[Records to use — start]
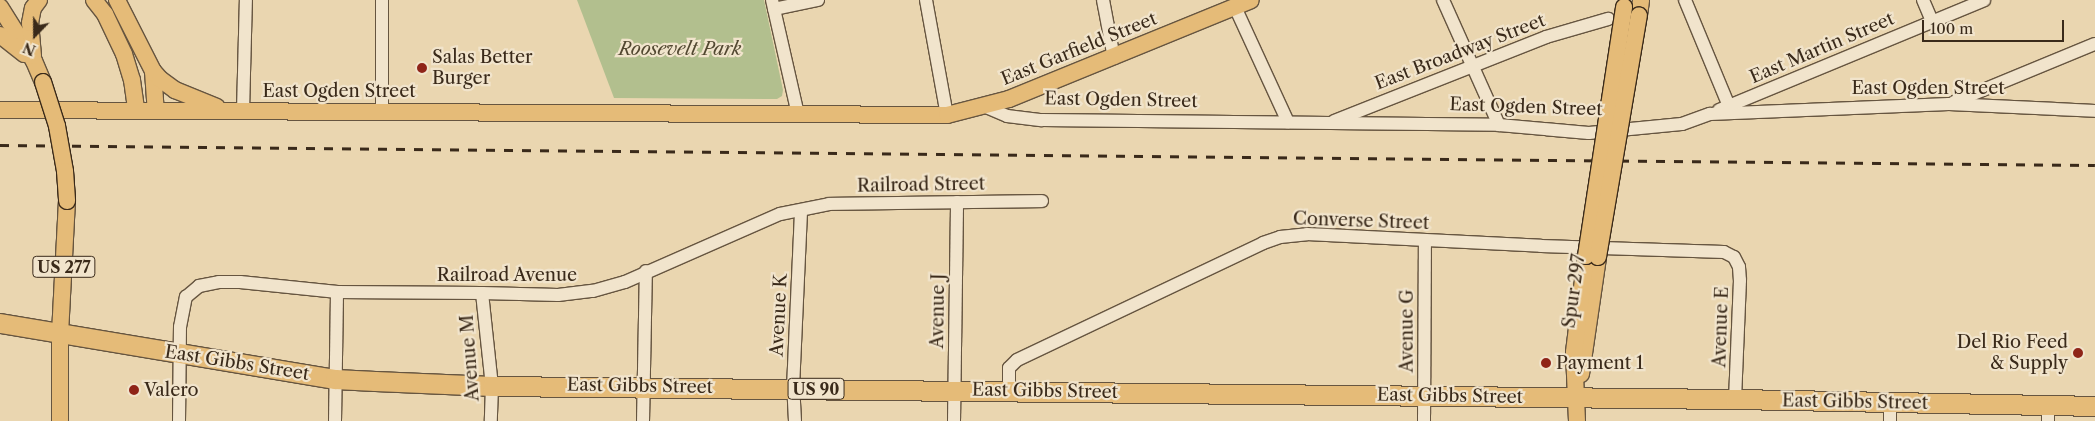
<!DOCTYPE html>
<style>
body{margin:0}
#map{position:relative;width:2095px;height:421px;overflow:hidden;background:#ead6b0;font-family:"Libre Caslon Text",serif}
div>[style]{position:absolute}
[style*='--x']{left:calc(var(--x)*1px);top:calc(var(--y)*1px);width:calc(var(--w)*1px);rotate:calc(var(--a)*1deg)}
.green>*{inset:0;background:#b2bf8e}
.roads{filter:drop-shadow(1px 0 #665540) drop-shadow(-1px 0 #665540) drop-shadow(0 1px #665540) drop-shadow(0 -1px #665540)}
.minor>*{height:12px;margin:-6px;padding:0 6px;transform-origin:6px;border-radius:6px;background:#f1e4cc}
.major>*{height:16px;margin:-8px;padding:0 8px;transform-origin:8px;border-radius:8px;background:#e5bb78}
.highway>*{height:19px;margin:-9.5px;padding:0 9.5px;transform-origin:9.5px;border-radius:9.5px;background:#e5bb78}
.rail>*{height:3px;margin-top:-1.5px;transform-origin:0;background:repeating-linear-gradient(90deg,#3a2a1a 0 9px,transparent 0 18px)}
.bridges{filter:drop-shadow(1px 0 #3a2a1a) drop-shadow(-1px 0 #3a2a1a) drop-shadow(0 1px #3a2a1a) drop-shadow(0 -1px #3a2a1a)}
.major-bridge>*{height:16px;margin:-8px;padding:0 8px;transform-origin:8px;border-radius:8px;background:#e5bb78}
.dots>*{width:14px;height:14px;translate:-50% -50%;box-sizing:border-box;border:2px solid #f1e4cc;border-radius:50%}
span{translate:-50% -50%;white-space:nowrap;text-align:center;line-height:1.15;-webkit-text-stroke:4.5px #f1e4cc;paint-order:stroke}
.shield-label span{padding:1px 4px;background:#f1e4cc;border:1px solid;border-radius:4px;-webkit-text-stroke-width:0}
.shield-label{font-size:16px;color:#3a2a1a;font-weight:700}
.street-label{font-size:18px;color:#3a2a1a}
.park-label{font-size:18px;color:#524831;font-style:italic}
.poi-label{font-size:18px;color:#3a2a1a}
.left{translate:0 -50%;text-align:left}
.right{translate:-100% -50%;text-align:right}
.north{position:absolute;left:10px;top:10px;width:50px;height:50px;-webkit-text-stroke:4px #f1e4cc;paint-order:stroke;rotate:202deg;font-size:14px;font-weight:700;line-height:20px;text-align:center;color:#3a2a1a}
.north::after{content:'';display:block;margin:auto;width:18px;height:22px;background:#3a2a1a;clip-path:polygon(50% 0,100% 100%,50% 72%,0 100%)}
.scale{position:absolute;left:1922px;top:20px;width:142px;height:22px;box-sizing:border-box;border:2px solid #3a2a1a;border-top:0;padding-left:6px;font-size:15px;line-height:18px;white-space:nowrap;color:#3a2a1a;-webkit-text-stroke:4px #f1e4cc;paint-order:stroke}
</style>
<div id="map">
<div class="green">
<i style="clip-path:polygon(577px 0,764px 0,783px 90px,782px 96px,777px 99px,614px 98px)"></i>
</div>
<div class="roads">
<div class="minor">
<i style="--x:772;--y:0;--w:117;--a:77.2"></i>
<i style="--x:926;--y:0;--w:117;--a:79.7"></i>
<i style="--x:1103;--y:0;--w:59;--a:79.3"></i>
<i style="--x:1443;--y:0;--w:137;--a:65.9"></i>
<i style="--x:1685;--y:0;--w:115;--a:67.5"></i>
<i style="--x:1923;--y:0;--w:23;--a:67"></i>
<i style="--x:1235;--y:7;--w:127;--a:65.3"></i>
<i style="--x:774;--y:9;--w:45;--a:-11.6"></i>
<i style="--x:1954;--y:102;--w:152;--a:-22.4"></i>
<i style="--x:986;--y:107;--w:23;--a:23"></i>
<i style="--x:1007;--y:116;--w:35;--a:7"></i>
<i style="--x:1042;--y:120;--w:457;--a:0.6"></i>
<i style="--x:1499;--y:125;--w:90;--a:5.1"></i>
<i style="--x:1589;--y:133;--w:93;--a:-5.5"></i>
<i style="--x:1682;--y:124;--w:30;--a:-20"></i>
<i style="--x:1710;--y:114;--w:239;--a:-2.4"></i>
<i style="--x:1949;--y:104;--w:146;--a:2.7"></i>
<i style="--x:1719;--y:110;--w:287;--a:-22.5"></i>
<i style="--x:243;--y:111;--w:111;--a:-88.5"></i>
<i style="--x:382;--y:112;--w:112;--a:-90"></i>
<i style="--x:1334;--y:121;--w:228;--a:-21.6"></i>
<i style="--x:1546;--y:37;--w:65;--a:-16.2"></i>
<i style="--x:482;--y:293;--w:94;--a:83.9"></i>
<i style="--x:492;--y:386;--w:35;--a:92"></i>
<i style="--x:1009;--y:391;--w:23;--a:-90"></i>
<i style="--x:1009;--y:368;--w:11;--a:-45"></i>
<i style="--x:1017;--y:360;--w:272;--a:-25.4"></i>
<i style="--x:1263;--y:243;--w:18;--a:-19"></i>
<i style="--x:1280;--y:237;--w:27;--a:-6"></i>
<i style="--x:1307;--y:234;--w:234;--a:2.9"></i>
<i style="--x:1541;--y:246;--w:183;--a:1.9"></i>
<i style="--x:1724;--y:252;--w:11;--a:27"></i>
<i style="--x:1734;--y:257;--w:11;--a:63"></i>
<i style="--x:1739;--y:267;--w:13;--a:86"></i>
<i style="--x:1740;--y:280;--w:119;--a:92.4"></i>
<i style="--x:179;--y:421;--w:94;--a:-89.4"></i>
<i style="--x:180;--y:327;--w:31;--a:-79"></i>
<i style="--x:186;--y:297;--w:17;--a:-40"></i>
<i style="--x:199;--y:286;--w:20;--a:-11"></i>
<i style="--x:219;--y:282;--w:21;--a:0"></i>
<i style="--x:240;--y:282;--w:98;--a:5.9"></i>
<i style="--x:337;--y:292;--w:145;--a:0.4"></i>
<i style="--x:482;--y:293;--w:76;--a:1.5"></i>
<i style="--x:558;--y:295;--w:35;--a:-7"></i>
<i style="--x:593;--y:291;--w:33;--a:-16"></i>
<i style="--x:625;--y:282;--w:169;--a:-23.7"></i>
<i style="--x:780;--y:214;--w:50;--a:-11.5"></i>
<i style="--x:829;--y:204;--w:213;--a:-0.8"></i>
<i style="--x:335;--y:421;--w:129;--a:-89.1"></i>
<i style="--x:643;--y:421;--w:150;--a:-88.9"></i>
<i style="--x:795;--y:421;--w:33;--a:-93"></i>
<i style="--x:793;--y:388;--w:178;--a:-87.4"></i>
<i style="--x:954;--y:421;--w:219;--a:-89.2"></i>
<i style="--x:1424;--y:421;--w:181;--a:-89.7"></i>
<i style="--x:1890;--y:421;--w:18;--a:-90"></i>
<i style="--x:2048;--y:421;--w:15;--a:-90"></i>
</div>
<div class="major">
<i style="--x:94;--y:0;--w:18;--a:52"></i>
<i style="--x:105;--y:14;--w:44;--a:64.6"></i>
<i style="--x:124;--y:54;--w:27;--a:73"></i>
<i style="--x:132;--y:80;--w:30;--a:82"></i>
<i style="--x:117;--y:0;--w:80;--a:63.1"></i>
<i style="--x:153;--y:71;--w:39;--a:86"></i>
<i style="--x:0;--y:7;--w:64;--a:57.8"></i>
<i style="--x:34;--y:61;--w:23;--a:67"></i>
<i style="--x:1639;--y:15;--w:15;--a:-82"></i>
<i style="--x:0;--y:35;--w:31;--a:38"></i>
<i style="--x:33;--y:56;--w:33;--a:-95"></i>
<i style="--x:30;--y:23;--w:15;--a:-79"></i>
<i style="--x:33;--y:8;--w:10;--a:-53"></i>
<i style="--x:153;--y:71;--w:11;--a:49"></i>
<i style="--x:160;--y:79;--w:19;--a:36"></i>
<i style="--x:175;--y:90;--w:45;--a:22"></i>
<i style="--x:0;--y:110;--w:947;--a:0.3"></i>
<i style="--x:947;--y:115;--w:64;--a:-14.5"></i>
<i style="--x:1009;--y:99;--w:261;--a:-22.2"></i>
<i style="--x:1581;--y:374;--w:118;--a:-81.7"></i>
<i style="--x:60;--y:421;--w:87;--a:-90"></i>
<i style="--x:60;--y:334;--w:133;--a:-87"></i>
<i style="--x:1577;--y:421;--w:69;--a:-92.5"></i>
<i style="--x:1574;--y:352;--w:97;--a:-82.9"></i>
</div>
<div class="highway">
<i style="--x:0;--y:323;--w:340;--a:9.5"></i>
<i style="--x:335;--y:379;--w:40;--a:2.9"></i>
<i style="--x:375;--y:381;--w:117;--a:2.4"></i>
<i style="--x:492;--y:386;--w:1243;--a:0.6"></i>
<i style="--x:1735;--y:399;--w:360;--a:1.1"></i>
</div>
</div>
<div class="rail">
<i style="--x:0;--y:145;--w:2095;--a:0.55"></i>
</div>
<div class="bridges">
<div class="major-bridge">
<i style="--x:43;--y:82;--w:46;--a:72.3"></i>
<i style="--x:57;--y:126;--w:46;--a:79.9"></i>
<i style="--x:65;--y:171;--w:30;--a:86"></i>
<i style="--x:1586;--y:256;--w:252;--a:-81.3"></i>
<i style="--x:1598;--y:257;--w:245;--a:-80.4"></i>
</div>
</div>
<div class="dots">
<i style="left:422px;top:68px;background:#8f2418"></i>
<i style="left:2078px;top:353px;background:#8f2418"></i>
<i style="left:1546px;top:363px;background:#8f2418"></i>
<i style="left:134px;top:390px;background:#8f2418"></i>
</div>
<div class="shield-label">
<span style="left:64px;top:267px">US 277</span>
<span style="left:816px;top:389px">US 90</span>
</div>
<div class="street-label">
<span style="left:1822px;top:48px;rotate:-23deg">East Martin Street</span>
<span style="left:1079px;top:49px;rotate:-22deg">East Garfield Street</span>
<span style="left:1460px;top:52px;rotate:-21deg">East Broadway Street</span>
<span style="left:1928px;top:88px">East Ogden Street</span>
<span style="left:339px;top:91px">East Ogden Street</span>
<span style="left:1121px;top:100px;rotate:1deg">East Ogden Street</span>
<span style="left:1526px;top:107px;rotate:2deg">East Ogden Street</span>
<span style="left:921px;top:185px;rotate:-1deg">Railroad Street</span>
<span style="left:1361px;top:221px;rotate:2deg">Converse Street</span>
<span style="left:507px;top:275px">Railroad Avenue</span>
<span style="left:1574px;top:291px;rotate:-82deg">Spur 297</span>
<span style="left:938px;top:311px;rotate:-89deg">Avenue J</span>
<span style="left:779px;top:315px;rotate:-87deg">Avenue K</span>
<span style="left:1721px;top:327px;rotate:-88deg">Avenue E</span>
<span style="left:1407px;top:331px;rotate:-90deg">Avenue G</span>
<span style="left:470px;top:358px;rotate:-94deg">Avenue M</span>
<span style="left:237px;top:363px;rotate:9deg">East Gibbs Street</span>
<span style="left:640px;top:386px;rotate:1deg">East Gibbs Street</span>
<span style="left:1045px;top:391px;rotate:1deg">East Gibbs Street</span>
<span style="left:1450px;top:396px;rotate:1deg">East Gibbs Street</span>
<span style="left:1855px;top:402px;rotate:1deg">East Gibbs Street</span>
</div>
<div class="park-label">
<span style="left:680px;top:49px">Roosevelt Park</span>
</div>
<div class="poi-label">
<span class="left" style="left:432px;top:68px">Salas Better<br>Burger</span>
<span class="right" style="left:2068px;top:353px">Del Rio Feed<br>&amp; Supply</span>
<span class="left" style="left:1556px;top:363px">Payment 1</span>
<span class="left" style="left:144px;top:390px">Valero</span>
</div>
<div class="north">N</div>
<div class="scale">100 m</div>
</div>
[Records to use — finish]
Determine how many lines of the entries contain the string "roads", and reply with nothing but the number.

2